##### Blog by Author : Herumb

- I love ML and Data Science or anything remotely related to it.

- Data Science Intern at CrowdANALYTIX | Ex-NLP Research Intern at CAIR, DRDO | Crework | Ex-Jr. ML Engineer at Omdena.

- If you have something to talk about AI/ML/DS, feel free to message me.

**1. Introduction**

Deep Learning is probably one of those things that everyone thinks is magical and usually, I take immense pleasure in seeing the reaction they have when I tell them it’s essentially matrices that are unlike the nodes they expect but Neural Networks aren’t limited to that and neither, is that the thing, that makes it special.

For all the beautiful minds out there, the modified quote below is from The Lord of the Rings but sad that it couldn’t be true.

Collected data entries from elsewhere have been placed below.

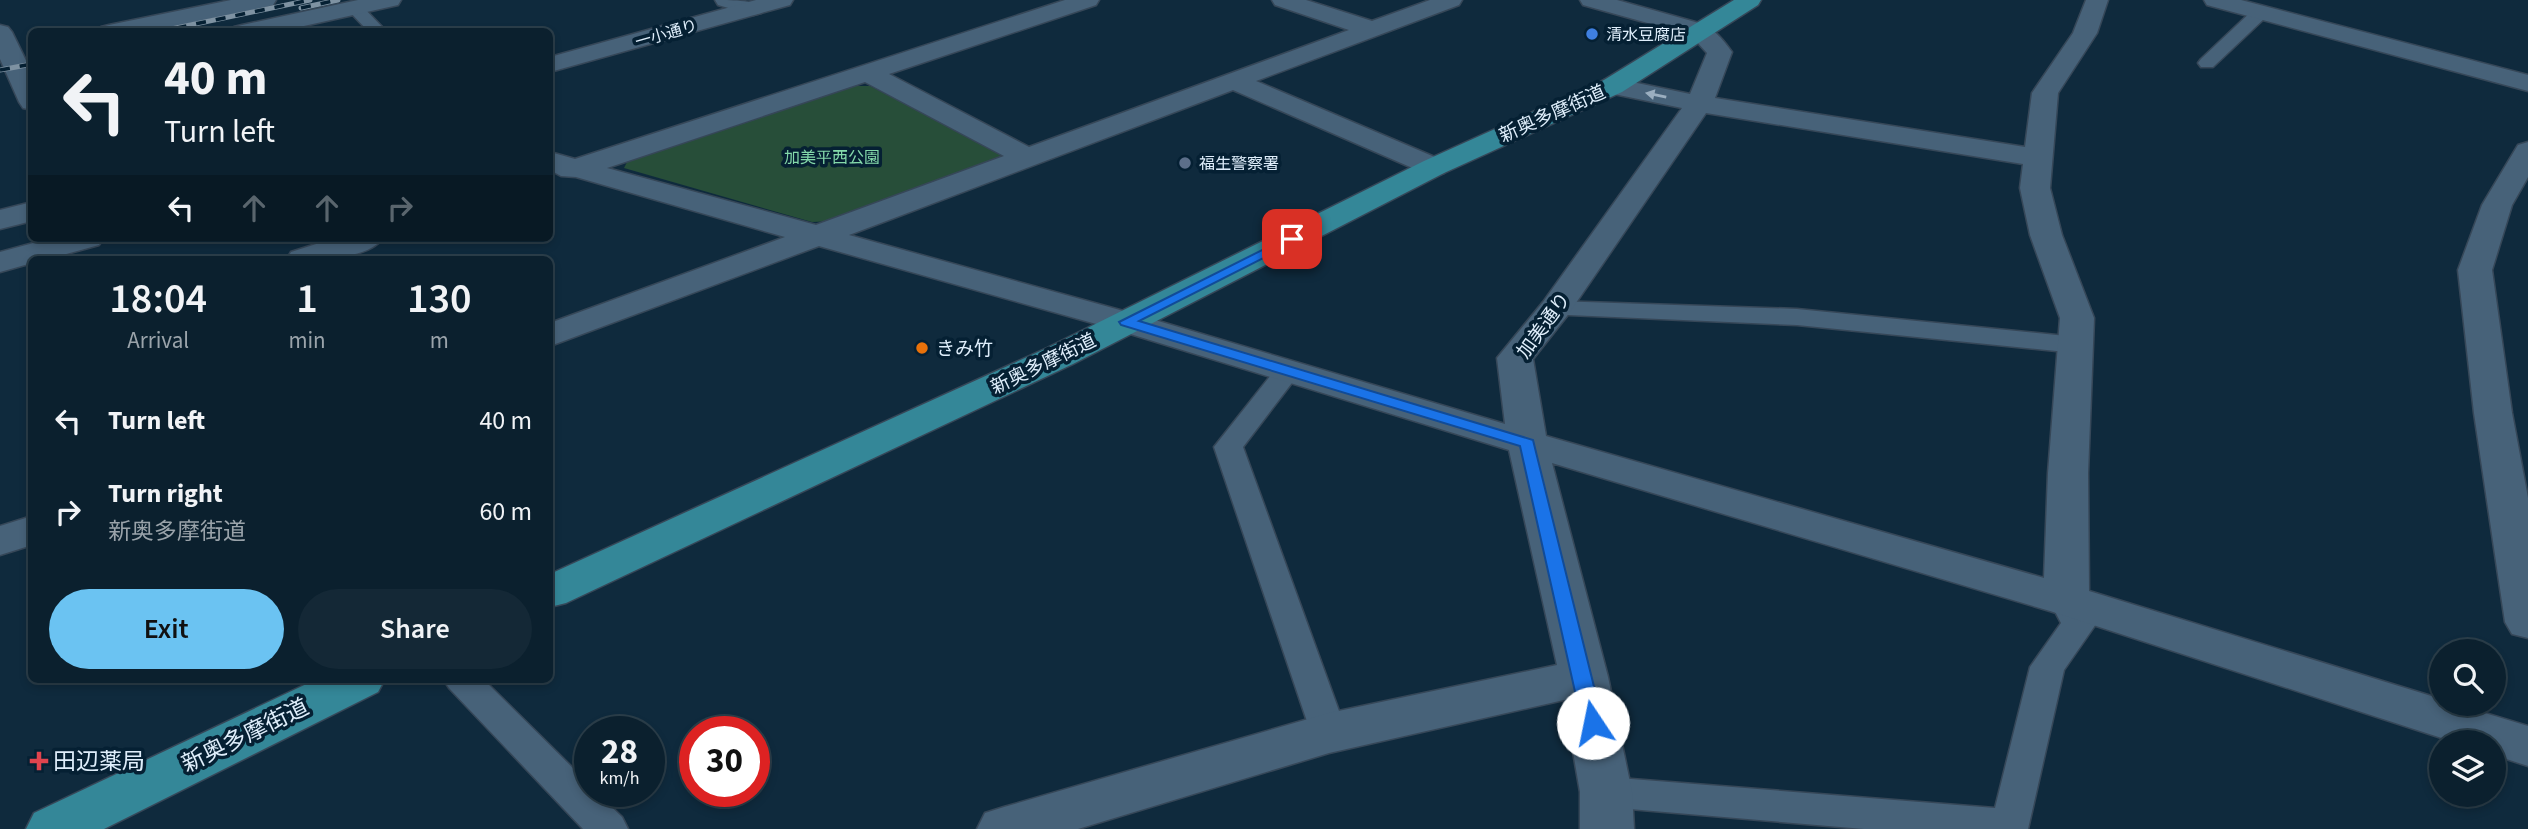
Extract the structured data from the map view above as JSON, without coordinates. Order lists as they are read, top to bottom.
{
  "streets": {
    "main road": ["新奥多摩街道"],
    "street": ["一小通り", "加美通り"]
  },
  "crossings": [
    ["新奥多摩街道", "加美通り"]
  ],
  "parks": ["加美平西公園"],
  "places": {
    "other": ["清水豆腐店", "福生警察署", "きみ竹"],
    "health": ["田辺薬局"]
  },
  "page": {
    "turn": ["40 m", "Turn left"],
    "eta": [
      "18:04",
      "Arrival",
      "1",
      "min",
      "130",
      "m"
    ],
    "list": [
      {
        "name": "Turn left",
        "value": "40 m"
      },
      {
        "name": "Turn right",
        "note": "新奥多摩街道",
        "value": "60 m"
      }
    ],
    "buttons": ["Exit", "Share"],
    "speed": "28 km/h",
    "limit": "30"
  }
}
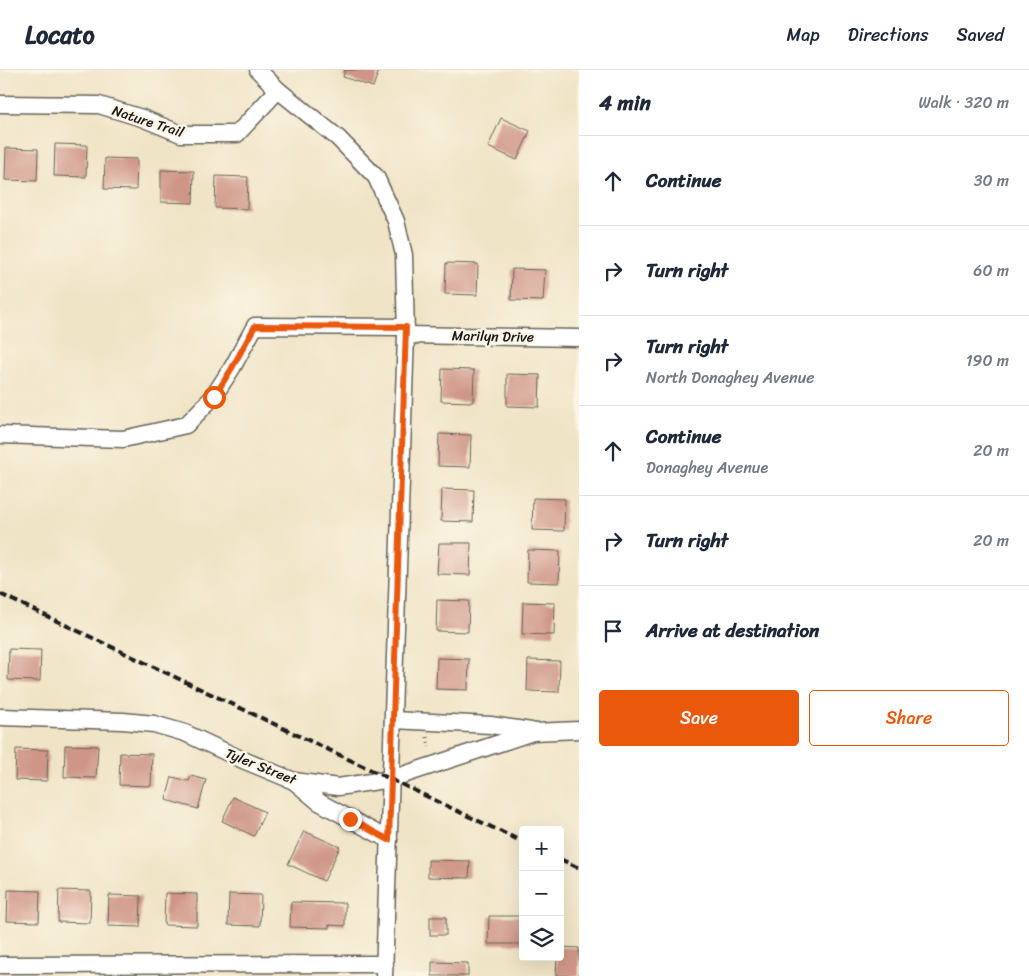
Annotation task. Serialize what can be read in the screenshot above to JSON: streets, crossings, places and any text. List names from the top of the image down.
{
  "streets": {
    "street": ["Nature Trail", "Marilyn Drive", "Tyler Street"]
  },
  "page": {
    "header": "Locato",
    "nav": ["Map", "Directions", "Saved"],
    "heading": ["4 min", "Walk · 320 m"],
    "list": [
      ["Continue", "30 m"],
      ["Turn right", "60 m"],
      ["Turn right", "North Donaghey Avenue", "190 m"],
      ["Continue", "Donaghey Avenue", "20 m"],
      ["Turn right", "20 m"],
      "Arrive at destination"
    ],
    "buttons": ["Save", "Share"],
    "map_buttons": ["+", "−"]
  }
}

“One Activation to Rule them all

One Activation to find them

One Activation to bring them all

And in Layer bind them”

Behind the scenes, neural networks learn by a process known as ** backpropagation** which is essentially propagating the loss backward in the neural network or as a few like to say chain rule coming to life. On the other hand, the output in neural networks is generated by the process known as

**which is basically nothing but a set of linear operations.**

*feed-forward*The mathematics behind it is intriguing but these statements lead to one interesting question:

- If feed-forward is linear then why are neural networks so hyped?

Well, my friend, I’ll ask you to hold your horses and fasten your seatbelt because it’s gonna be one hell of a ride!

P.S. I expect you are familiar with Feed Forward and Backpropagation. If not – no issue, we’ll be getting a bit into their working before completely understanding Activation Functions.

**2. What are Activation Functions?**

Activation Function, also known as Transfer Function is nothing but a simple mathematical function and like any function, it takes an input and gives some output corresponding to it.

In neural networks, the activation function of a node defines the output of that node given an input or set of inputs. An integrated circuit could be considered as a digital network of activation functions that can be “ON” or “OFF”, based on the input.

Yes, I’m indeed saying that it could be any function – sigmoid, tanh, Softmax, ReLU, Leaky ReLU, etc. but the below questions may arise?

- Does using a particular activation function have any effect on performance?
- Why use activation functions anyways?
- What are the popular ones?

Let’s see all of them one by one.

**3. Why use Activation Functions?**

Before diving into the answer let’s take a walk down the memory lane and understand the feed-forward process again. Take a look at the picture below.

Although that pretty much sums it up. Let’s go through it briefly. In the image on top, there is a single node of the layer with w1 and w2 being the weights associated with the inputs x1 and x2. This node does nothing but multiplies the weights to the corresponding inputs and summing them up.

*For example*, x1 has weight w1 and x2 has weight w2 associated with them so they multiplied and summed the result in x1*w1+x2*w2.

Now let’s talk about the network at the bottom which is a simple neural network. In the hidden layer, we have 2 nodes, let’s name the top node as node A and the bottom node of the hidden layer as node B.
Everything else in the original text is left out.